Week 1 of the 2024 Legislative Session

As we convene the 2024 regular session, I would like first to wish you a happy new year. I hope your holidays were filled with joy and laughter while spending quality time with family and friends.

Standing in the Senate chamber for the first day of the 2024 Legislative Session and each proceeding day, I have occasionally paused to take in everything around me. As Senate Majority Floor Leader, one of my responsibilities is to be alert to all the ongoings within the chamber. Still, in our first week back in Frankfort, I have been even more aware because of my recent announcement that this session will be my final session. As my term concludes in December, I knew the first day of the session was my last first day, and the same is true for each day after that. The further away I get from my announcement not to seek re-election, I grow more and more comfortable with the decision, but I will undoubtedly miss the unique role I feel so blessed to serve in. I will make the most of my remaining time as your state senator, and I’ll begin by setting the stage for what is to come in the remaining 56 days of the 2024 Legislative Session.
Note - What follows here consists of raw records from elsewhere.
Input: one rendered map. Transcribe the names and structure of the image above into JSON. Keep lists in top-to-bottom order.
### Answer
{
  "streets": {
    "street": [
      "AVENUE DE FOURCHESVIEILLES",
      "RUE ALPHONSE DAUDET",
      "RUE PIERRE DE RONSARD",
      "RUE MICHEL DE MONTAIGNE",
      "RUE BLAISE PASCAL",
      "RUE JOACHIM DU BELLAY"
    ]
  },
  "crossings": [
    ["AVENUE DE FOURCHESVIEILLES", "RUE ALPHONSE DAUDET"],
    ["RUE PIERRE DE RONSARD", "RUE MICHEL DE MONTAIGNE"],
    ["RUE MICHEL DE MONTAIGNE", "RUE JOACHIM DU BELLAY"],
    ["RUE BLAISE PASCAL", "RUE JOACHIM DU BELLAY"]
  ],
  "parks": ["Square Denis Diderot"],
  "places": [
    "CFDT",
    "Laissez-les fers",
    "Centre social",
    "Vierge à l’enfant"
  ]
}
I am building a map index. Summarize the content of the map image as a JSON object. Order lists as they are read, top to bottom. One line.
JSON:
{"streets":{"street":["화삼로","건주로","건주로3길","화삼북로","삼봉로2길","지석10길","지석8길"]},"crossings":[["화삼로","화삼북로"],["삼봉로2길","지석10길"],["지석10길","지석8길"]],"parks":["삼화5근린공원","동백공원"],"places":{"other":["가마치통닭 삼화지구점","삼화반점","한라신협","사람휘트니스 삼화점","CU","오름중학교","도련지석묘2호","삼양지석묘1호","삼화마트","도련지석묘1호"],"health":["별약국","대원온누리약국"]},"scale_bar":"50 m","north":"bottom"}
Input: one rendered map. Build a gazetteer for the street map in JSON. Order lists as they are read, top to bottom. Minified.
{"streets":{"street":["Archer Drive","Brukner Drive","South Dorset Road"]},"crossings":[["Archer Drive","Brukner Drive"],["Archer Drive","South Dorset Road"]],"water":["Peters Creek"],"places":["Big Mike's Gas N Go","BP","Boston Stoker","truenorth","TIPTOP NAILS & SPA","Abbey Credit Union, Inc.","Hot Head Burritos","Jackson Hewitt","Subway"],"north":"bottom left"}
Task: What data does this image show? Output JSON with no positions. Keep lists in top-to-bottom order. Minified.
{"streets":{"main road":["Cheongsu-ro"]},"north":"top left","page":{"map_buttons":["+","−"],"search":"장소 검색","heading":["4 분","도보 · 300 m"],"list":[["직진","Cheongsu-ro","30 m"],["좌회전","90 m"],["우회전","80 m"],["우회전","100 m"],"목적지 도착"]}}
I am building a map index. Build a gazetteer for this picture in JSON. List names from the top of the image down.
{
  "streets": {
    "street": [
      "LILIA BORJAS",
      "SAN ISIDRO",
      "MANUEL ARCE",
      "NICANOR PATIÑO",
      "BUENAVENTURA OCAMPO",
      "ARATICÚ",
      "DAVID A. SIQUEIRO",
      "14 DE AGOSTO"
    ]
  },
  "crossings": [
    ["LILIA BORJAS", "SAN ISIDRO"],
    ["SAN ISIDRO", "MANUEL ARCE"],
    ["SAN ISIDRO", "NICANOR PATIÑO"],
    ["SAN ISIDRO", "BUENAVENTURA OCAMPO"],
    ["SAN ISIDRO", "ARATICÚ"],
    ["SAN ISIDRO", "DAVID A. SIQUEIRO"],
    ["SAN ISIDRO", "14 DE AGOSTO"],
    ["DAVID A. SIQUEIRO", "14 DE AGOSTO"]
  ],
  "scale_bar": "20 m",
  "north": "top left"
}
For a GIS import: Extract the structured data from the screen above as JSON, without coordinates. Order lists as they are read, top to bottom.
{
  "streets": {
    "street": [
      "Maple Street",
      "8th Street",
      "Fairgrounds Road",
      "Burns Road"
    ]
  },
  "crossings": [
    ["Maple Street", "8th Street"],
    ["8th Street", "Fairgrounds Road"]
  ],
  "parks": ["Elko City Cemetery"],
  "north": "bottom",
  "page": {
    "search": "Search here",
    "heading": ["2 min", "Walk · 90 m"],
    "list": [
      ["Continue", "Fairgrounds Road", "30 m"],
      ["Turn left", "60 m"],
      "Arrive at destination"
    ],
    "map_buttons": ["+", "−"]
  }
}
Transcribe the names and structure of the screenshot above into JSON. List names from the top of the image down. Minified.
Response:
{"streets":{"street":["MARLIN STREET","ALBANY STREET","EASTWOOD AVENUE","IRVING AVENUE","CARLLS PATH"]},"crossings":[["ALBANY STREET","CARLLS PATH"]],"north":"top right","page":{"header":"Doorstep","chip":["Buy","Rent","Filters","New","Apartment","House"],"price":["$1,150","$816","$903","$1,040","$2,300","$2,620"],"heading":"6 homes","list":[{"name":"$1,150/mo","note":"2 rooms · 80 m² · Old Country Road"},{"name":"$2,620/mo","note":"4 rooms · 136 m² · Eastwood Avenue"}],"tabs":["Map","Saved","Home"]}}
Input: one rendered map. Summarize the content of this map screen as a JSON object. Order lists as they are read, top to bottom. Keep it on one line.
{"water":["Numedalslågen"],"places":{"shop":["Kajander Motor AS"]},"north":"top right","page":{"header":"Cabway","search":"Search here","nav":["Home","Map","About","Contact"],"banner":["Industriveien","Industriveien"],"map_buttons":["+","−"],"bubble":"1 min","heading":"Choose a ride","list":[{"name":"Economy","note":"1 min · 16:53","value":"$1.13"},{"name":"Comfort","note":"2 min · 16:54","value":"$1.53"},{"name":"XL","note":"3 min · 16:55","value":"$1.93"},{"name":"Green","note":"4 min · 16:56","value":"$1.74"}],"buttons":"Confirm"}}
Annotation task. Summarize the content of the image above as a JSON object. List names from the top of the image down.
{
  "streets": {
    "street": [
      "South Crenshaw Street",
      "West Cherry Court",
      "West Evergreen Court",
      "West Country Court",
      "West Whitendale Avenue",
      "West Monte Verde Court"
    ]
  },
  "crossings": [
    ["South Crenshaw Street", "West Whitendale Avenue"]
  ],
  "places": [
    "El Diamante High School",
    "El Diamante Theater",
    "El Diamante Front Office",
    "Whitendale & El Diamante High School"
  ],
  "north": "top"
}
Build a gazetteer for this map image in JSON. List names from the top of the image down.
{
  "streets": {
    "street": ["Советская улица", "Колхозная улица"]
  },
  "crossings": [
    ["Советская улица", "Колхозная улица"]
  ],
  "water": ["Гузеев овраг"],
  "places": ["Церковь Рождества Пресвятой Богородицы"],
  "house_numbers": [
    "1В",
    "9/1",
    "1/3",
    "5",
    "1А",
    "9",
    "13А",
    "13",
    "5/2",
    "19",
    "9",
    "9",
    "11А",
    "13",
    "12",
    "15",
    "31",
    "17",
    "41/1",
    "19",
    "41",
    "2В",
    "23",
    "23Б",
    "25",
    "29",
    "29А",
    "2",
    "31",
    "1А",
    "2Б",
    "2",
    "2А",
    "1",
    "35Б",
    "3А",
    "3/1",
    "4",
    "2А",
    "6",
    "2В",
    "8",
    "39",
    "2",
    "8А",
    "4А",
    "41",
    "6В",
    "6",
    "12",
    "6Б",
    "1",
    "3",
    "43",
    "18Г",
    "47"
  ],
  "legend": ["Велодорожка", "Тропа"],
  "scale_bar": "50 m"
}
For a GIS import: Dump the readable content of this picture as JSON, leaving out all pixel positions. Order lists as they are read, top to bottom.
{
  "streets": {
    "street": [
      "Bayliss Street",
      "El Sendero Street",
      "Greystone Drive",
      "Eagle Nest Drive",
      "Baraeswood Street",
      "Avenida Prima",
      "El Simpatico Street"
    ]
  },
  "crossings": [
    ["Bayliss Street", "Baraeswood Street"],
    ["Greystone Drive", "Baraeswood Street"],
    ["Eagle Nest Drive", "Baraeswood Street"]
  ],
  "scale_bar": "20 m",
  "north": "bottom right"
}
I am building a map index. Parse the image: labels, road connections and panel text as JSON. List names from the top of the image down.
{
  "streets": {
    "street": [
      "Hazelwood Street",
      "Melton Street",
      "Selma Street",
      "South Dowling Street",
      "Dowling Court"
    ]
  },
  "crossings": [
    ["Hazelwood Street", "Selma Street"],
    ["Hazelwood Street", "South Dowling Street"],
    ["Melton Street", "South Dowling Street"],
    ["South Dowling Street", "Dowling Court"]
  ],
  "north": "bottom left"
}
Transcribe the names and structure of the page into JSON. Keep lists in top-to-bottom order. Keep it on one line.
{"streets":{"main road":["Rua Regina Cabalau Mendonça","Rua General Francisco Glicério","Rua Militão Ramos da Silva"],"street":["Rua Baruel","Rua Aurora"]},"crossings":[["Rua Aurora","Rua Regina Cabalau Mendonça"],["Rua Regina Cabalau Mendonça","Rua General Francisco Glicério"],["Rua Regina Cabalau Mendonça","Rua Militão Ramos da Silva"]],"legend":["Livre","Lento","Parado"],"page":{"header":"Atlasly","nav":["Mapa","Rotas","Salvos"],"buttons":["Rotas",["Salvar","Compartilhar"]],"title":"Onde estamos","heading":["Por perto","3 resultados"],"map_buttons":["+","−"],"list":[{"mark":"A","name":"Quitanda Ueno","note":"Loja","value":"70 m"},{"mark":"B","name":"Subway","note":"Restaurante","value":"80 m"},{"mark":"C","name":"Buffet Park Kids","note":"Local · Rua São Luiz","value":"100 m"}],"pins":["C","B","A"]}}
The Senate convened for day one on Tuesday, January 2, with incredible renditions of our national anthem and “My Old Kentucky Home” by the 100th Army Band, Fort Knox.

Legislative sessions in even-numbered years are budget sessions, consisting of 60 legislative days, unlike the shorter 30-day session in odd-numbered years. Short session years are intended to evaluate previously enacted policies and address any necessary legislative clean-up. As the Constitution of Kentucky outlines, the General Assembly must gavel into session on the first Tuesday following the first Monday in January and requires lawmakers to conclude legislative business on April 15.

The primary focus in the Senate on week one was to pass this year’s Senate rules, officially confirm committee assignments, and introduce initial legislation. In adopting the membership of the Senate, we formally welcomed our newest member to the chamber, Senator Greg Elkins, who represents Senate District 28, the district formerly represented by my good friend Ralph Alvarado. The counties that comprise the 28th district are in capable hands with Senator Elkins. He and I both represent portions of Fayette County, and I look forward to watching him learn and grow as a member of our citizen legislature.

The only two items constitutionally required by the General Assembly in this year’s legislative session are to enact a new two-year state budget and road plan.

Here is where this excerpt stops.